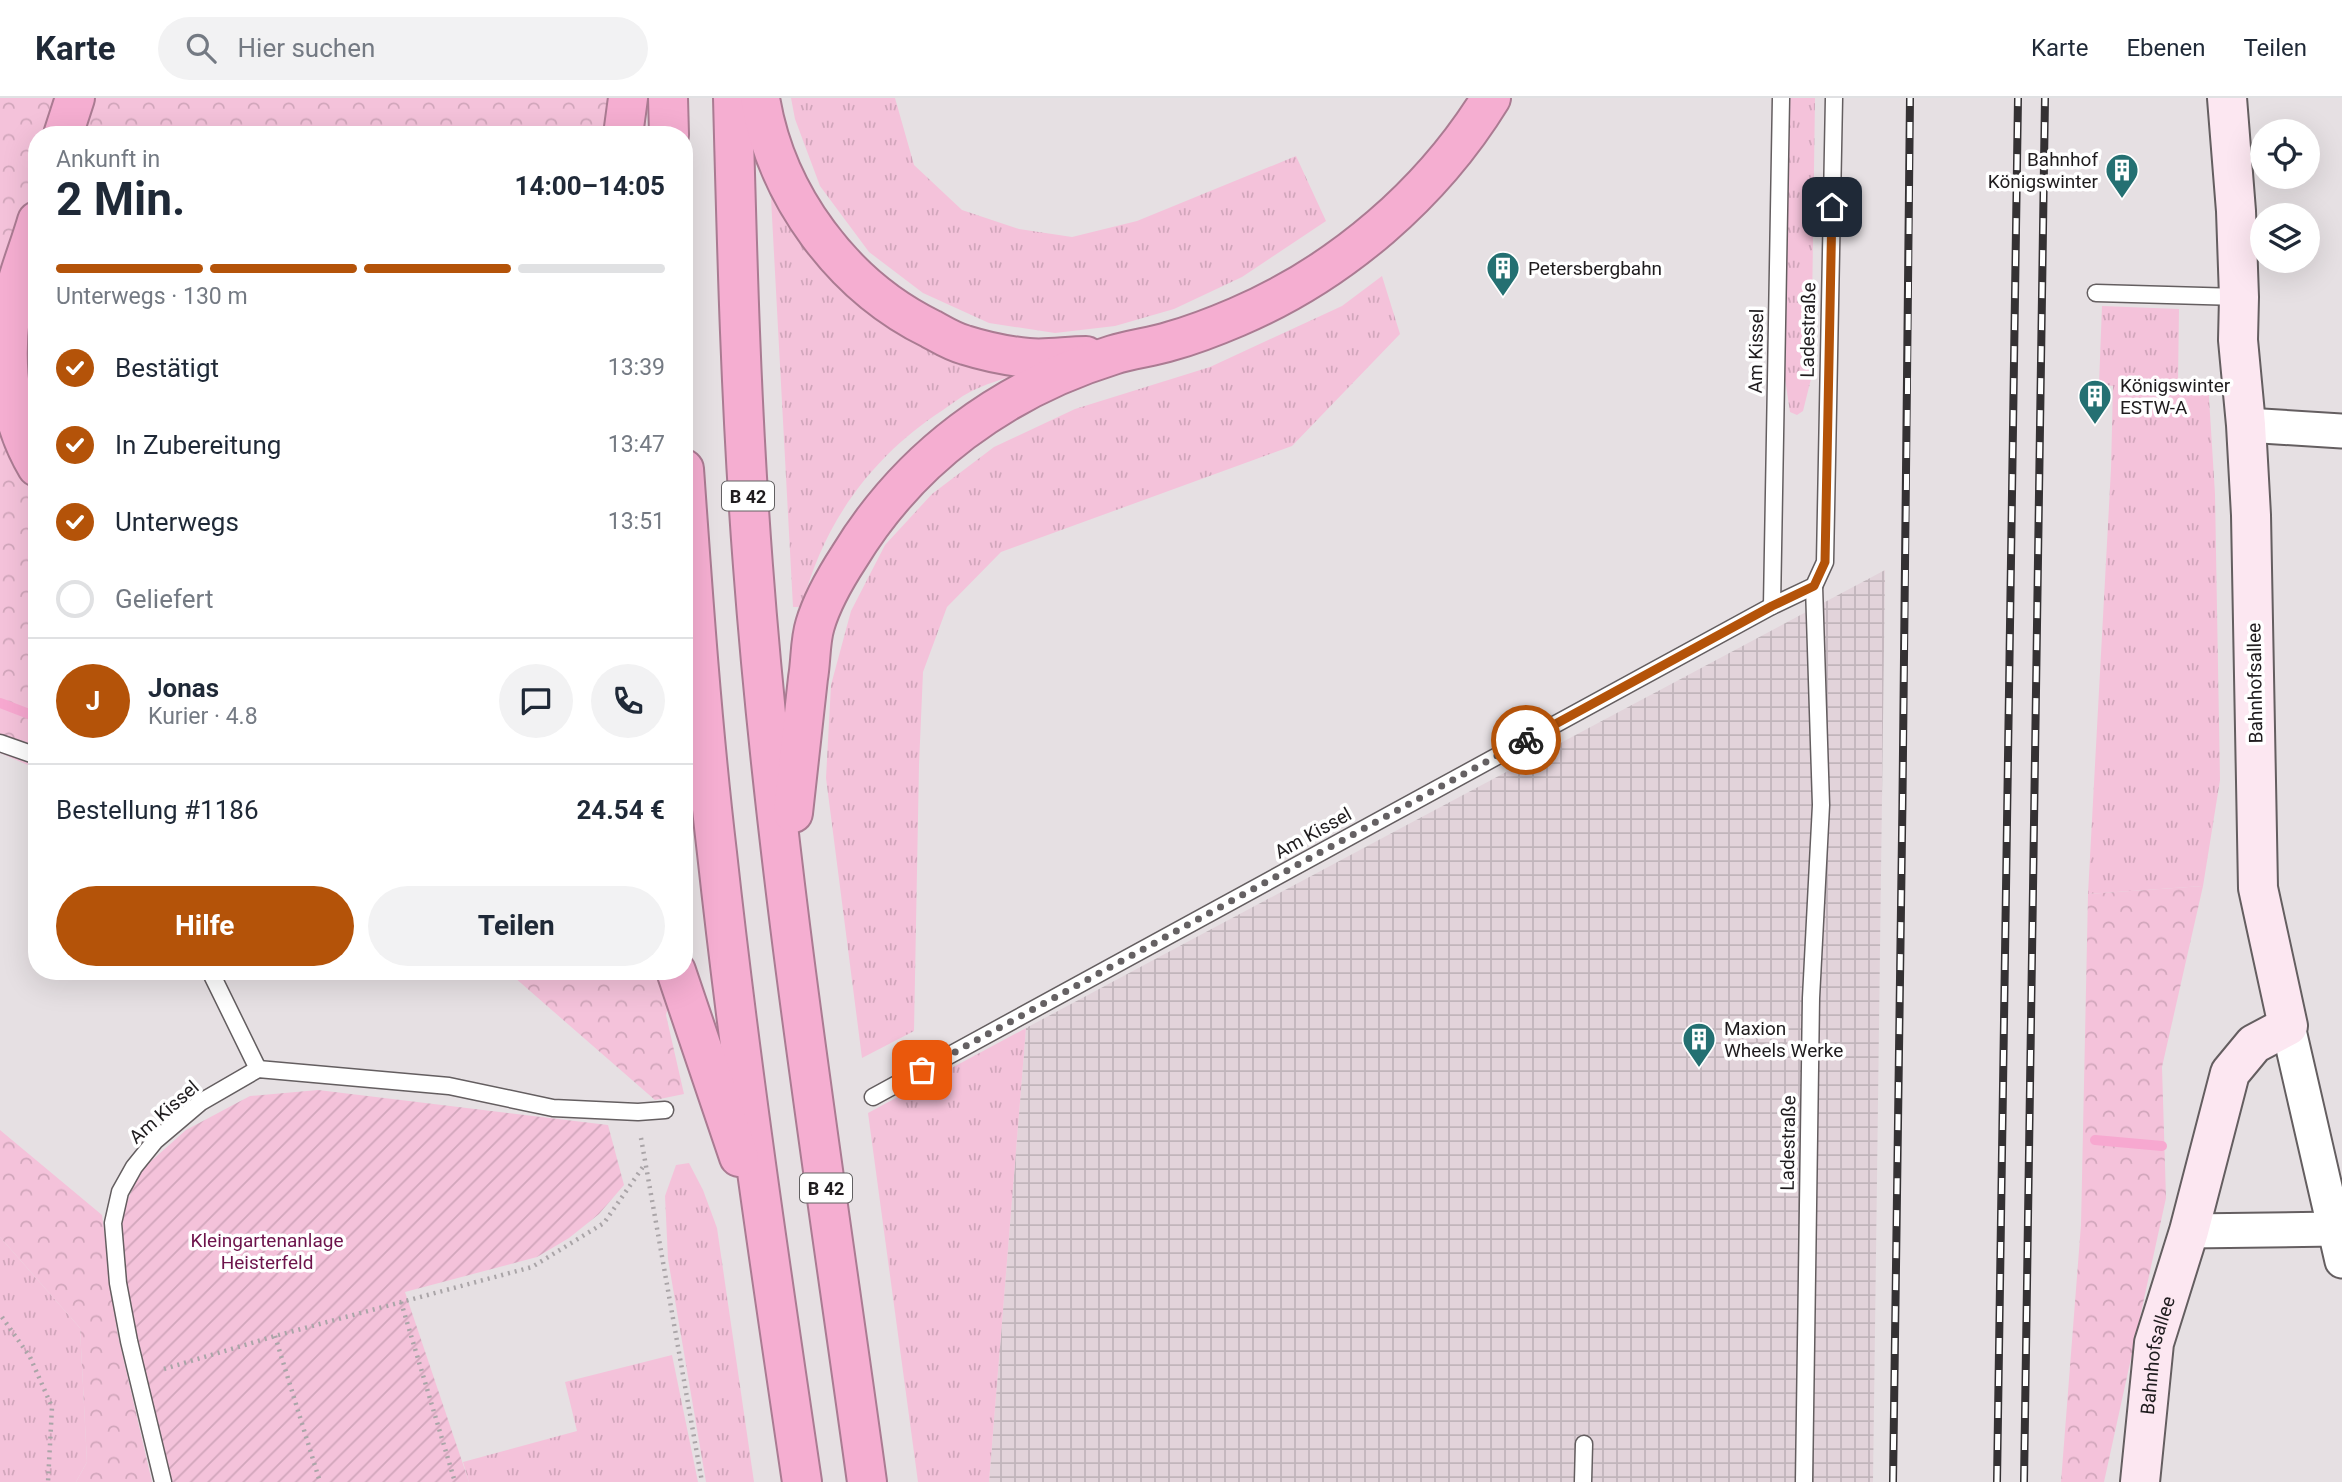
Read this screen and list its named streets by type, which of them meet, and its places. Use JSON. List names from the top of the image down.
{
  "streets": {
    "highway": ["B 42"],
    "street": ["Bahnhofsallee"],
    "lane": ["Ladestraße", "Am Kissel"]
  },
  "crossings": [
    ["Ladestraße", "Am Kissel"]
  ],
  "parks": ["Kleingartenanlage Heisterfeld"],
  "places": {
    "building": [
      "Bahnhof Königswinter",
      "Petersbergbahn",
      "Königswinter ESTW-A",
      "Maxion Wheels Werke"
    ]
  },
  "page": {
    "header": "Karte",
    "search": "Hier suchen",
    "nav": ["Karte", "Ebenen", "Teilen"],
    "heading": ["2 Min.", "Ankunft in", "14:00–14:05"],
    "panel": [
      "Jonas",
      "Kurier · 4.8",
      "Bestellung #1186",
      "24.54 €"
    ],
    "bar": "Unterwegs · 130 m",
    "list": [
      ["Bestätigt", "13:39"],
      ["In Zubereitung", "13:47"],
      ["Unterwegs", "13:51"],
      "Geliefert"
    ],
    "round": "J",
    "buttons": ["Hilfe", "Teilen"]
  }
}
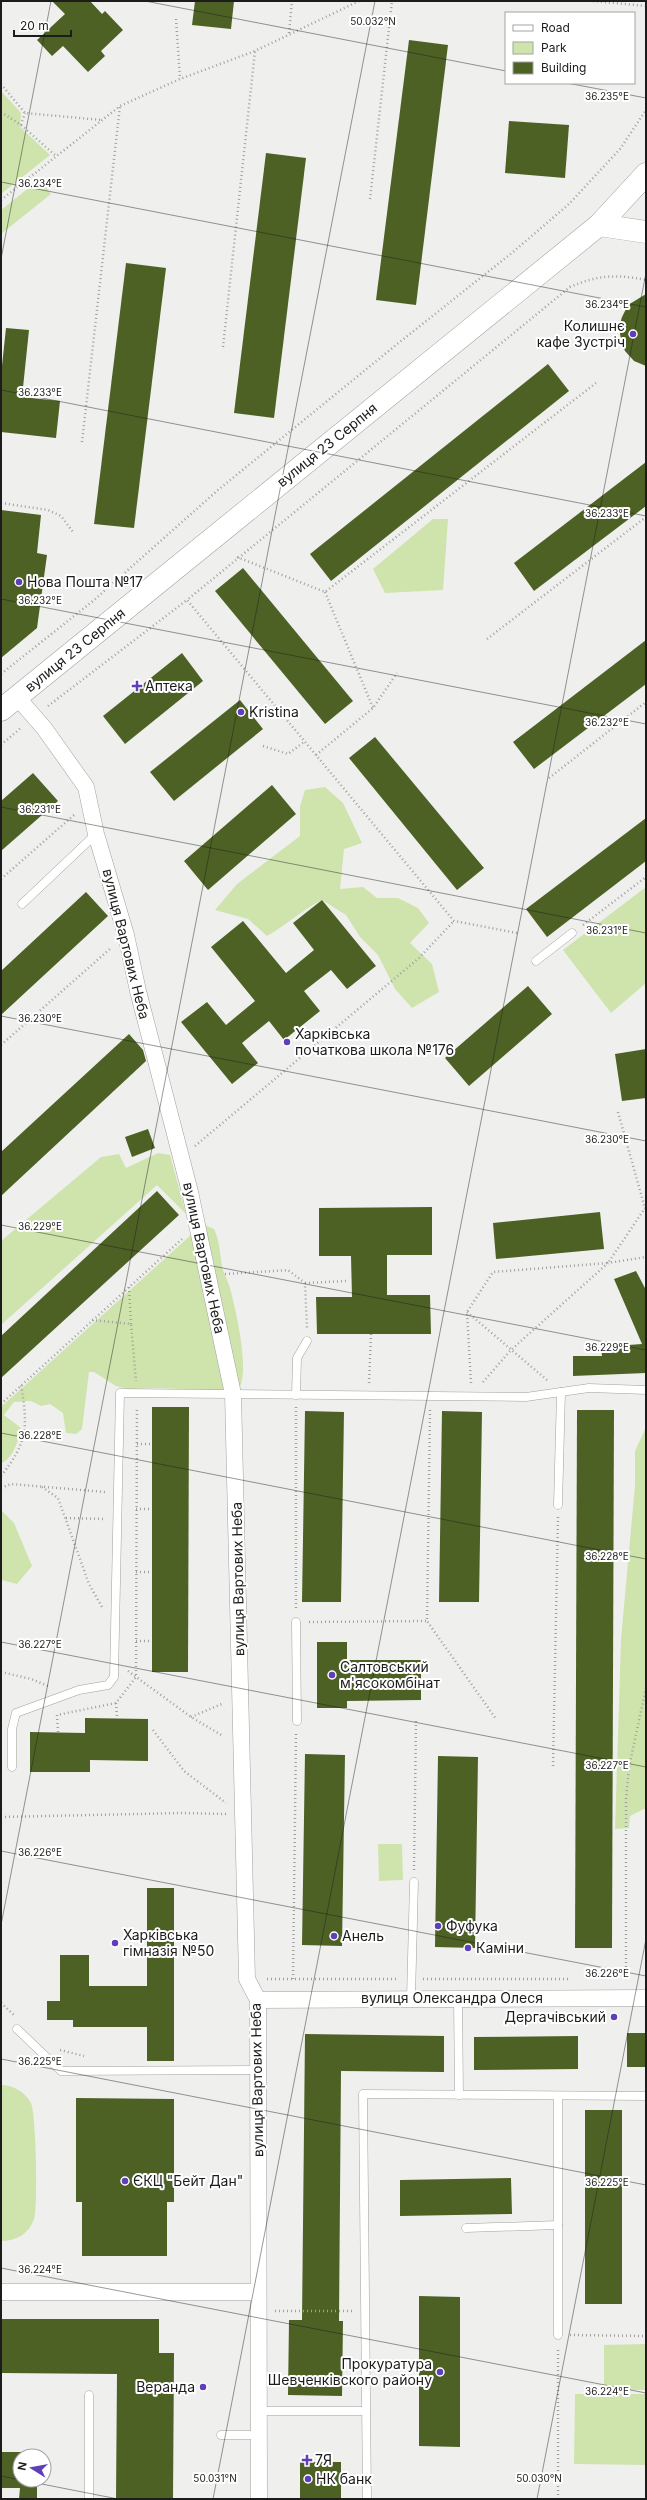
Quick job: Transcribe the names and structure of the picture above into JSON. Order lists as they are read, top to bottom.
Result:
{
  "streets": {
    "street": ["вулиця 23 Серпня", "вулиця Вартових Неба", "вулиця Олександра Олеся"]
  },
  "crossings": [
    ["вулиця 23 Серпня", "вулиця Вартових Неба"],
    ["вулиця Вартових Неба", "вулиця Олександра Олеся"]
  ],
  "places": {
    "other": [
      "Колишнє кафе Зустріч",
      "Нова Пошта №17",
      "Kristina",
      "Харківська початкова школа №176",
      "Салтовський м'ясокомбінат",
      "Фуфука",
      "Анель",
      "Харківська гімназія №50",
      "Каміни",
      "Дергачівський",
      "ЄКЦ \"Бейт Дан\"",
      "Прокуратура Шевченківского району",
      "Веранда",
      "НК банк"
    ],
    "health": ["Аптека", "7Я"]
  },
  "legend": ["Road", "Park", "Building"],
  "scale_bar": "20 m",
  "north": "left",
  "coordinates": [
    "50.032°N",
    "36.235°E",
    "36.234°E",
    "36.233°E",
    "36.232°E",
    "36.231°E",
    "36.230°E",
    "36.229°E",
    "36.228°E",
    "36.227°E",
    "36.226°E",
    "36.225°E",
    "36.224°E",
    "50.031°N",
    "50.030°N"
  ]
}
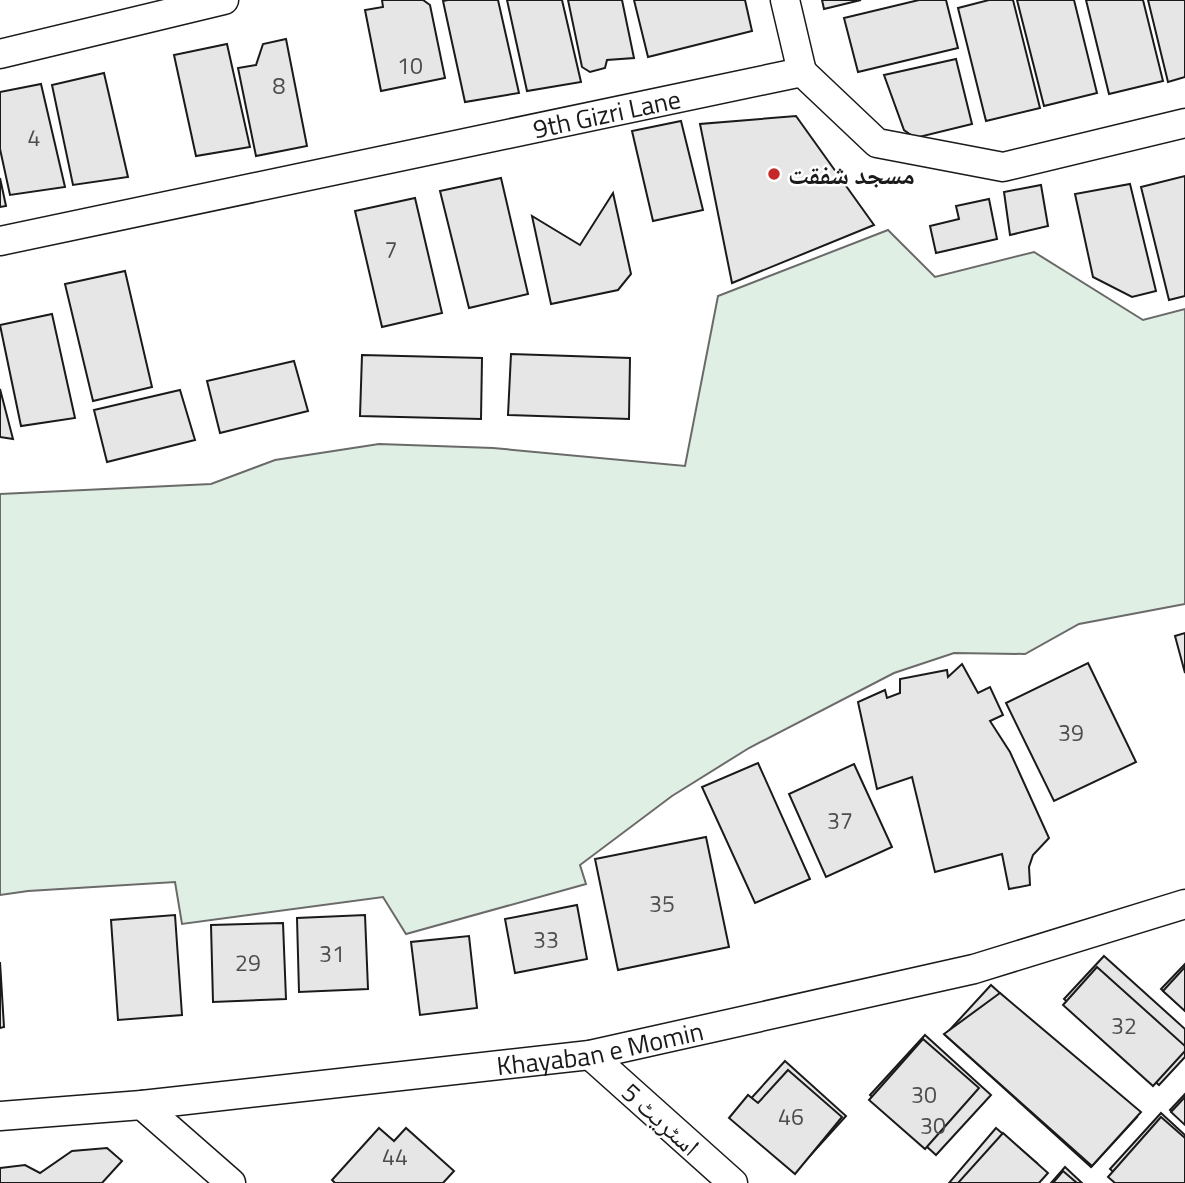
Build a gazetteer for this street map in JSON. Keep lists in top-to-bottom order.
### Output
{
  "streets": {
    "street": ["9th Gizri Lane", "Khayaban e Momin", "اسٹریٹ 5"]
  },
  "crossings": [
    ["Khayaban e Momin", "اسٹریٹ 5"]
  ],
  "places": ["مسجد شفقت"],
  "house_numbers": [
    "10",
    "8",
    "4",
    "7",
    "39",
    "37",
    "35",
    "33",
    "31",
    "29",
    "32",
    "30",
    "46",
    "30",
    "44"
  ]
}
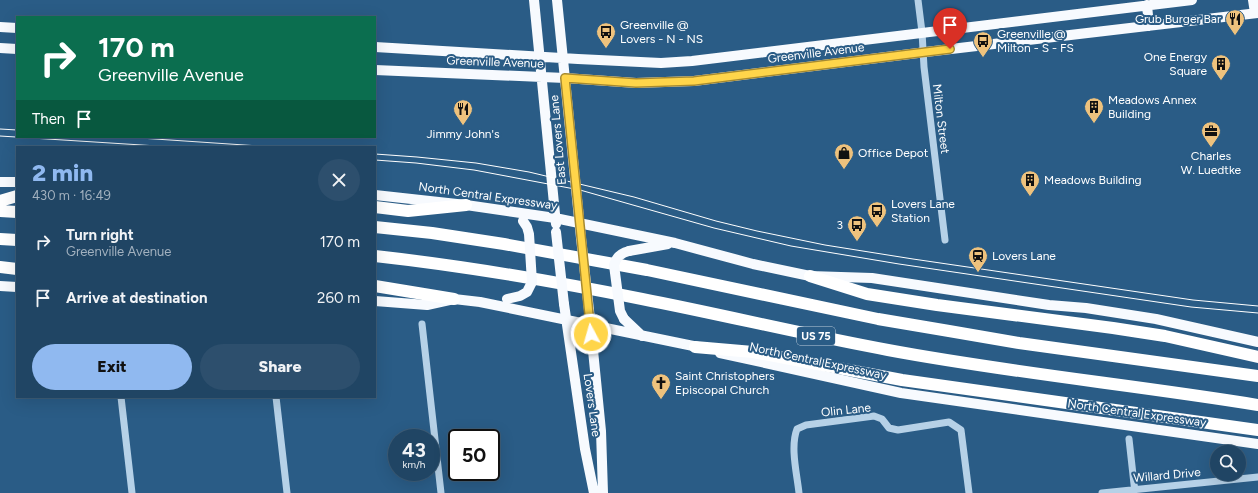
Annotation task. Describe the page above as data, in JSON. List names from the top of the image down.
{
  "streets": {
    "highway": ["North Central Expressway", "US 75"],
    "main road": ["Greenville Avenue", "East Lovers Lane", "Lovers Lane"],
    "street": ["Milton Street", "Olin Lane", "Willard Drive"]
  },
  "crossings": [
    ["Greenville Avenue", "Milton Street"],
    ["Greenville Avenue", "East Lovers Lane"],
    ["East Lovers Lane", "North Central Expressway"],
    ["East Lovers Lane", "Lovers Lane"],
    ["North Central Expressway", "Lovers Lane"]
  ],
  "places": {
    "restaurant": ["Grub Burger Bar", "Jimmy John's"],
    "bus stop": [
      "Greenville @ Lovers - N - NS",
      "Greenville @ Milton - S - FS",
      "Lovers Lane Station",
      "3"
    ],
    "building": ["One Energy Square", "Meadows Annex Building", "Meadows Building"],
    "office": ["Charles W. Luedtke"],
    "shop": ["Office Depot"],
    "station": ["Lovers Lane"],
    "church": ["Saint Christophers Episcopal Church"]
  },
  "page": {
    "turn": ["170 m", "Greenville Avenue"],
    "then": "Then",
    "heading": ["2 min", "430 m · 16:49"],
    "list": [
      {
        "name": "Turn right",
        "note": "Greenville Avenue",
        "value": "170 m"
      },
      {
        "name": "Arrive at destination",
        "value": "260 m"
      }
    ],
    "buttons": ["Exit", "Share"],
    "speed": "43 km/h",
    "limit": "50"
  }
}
■ ■ ■ ■ ■ ■ ■
Copy the whole of the material above exactly, but not its images.

Read this screen and list its named streets by type, which of them meet, and its places. Use JSON. List names from the top of the image down.
{
  "streets": {
    "highway": ["B 42"],
    "street": ["Bahnhofsallee"],
    "lane": ["Ladestraße", "Am Kissel"]
  },
  "crossings": [
    ["Ladestraße", "Am Kissel"]
  ],
  "parks": ["Kleingartenanlage Heisterfeld"],
  "places": {
    "building": [
      "Bahnhof Königswinter",
      "Petersbergbahn",
      "Königswinter ESTW-A",
      "Maxion Wheels Werke"
    ]
  },
  "page": {
    "header": "Karte",
    "search": "Hier suchen",
    "nav": ["Karte", "Ebenen", "Teilen"],
    "heading": ["2 Min.", "Ankunft in", "14:00–14:05"],
    "panel": [
      "Jonas",
      "Kurier · 4.8",
      "Bestellung #1186",
      "24.54 €"
    ],
    "bar": "Unterwegs · 130 m",
    "list": [
      ["Bestätigt", "13:39"],
      ["In Zubereitung", "13:47"],
      ["Unterwegs", "13:51"],
      "Geliefert"
    ],
    "round": "J",
    "buttons": ["Hilfe", "Teilen"]
  }
}
Quick job: Transcribe the names and structure of the picture above into JSON. Order lists as they are read, top to bottom.
Result:
{
  "streets": {
    "street": ["вулиця 23 Серпня", "вулиця Вартових Неба", "вулиця Олександра Олеся"]
  },
  "crossings": [
    ["вулиця 23 Серпня", "вулиця Вартових Неба"],
    ["вулиця Вартових Неба", "вулиця Олександра Олеся"]
  ],
  "places": {
    "other": [
      "Колишнє кафе Зустріч",
      "Нова Пошта №17",
      "Kristina",
      "Харківська початкова школа №176",
      "Салтовський м'ясокомбінат",
      "Фуфука",
      "Анель",
      "Харківська гімназія №50",
      "Каміни",
      "Дергачівський",
      "ЄКЦ \"Бейт Дан\"",
      "Прокуратура Шевченківского району",
      "Веранда",
      "НК банк"
    ],
    "health": ["Аптека", "7Я"]
  },
  "legend": ["Road", "Park", "Building"],
  "scale_bar": "20 m",
  "north": "left",
  "coordinates": [
    "50.032°N",
    "36.235°E",
    "36.234°E",
    "36.233°E",
    "36.232°E",
    "36.231°E",
    "36.230°E",
    "36.229°E",
    "36.228°E",
    "36.227°E",
    "36.226°E",
    "36.225°E",
    "36.224°E",
    "50.031°N",
    "50.030°N"
  ]
}
Build a gazetteer for this street map in JSON. Keep lists in top-to-bottom order.
### Output
{
  "streets": {
    "street": ["9th Gizri Lane", "Khayaban e Momin", "اسٹریٹ 5"]
  },
  "crossings": [
    ["Khayaban e Momin", "اسٹریٹ 5"]
  ],
  "places": ["مسجد شفقت"],
  "house_numbers": [
    "10",
    "8",
    "4",
    "7",
    "39",
    "37",
    "35",
    "33",
    "31",
    "29",
    "32",
    "30",
    "46",
    "30",
    "44"
  ]
}
Annotation task. Describe the page above as data, in JSON. List names from the top of the image down.
{
  "streets": {
    "highway": ["North Central Expressway", "US 75"],
    "main road": ["Greenville Avenue", "East Lovers Lane", "Lovers Lane"],
    "street": ["Milton Street", "Olin Lane", "Willard Drive"]
  },
  "crossings": [
    ["Greenville Avenue", "Milton Street"],
    ["Greenville Avenue", "East Lovers Lane"],
    ["East Lovers Lane", "North Central Expressway"],
    ["East Lovers Lane", "Lovers Lane"],
    ["North Central Expressway", "Lovers Lane"]
  ],
  "places": {
    "restaurant": ["Grub Burger Bar", "Jimmy John's"],
    "bus stop": [
      "Greenville @ Lovers - N - NS",
      "Greenville @ Milton - S - FS",
      "Lovers Lane Station",
      "3"
    ],
    "building": ["One Energy Square", "Meadows Annex Building", "Meadows Building"],
    "office": ["Charles W. Luedtke"],
    "shop": ["Office Depot"],
    "station": ["Lovers Lane"],
    "church": ["Saint Christophers Episcopal Church"]
  },
  "page": {
    "turn": ["170 m", "Greenville Avenue"],
    "then": "Then",
    "heading": ["2 min", "430 m · 16:49"],
    "list": [
      {
        "name": "Turn right",
        "note": "Greenville Avenue",
        "value": "170 m"
      },
      {
        "name": "Arrive at destination",
        "value": "260 m"
      }
    ],
    "buttons": ["Exit", "Share"],
    "speed": "43 km/h",
    "limit": "50"
  }
}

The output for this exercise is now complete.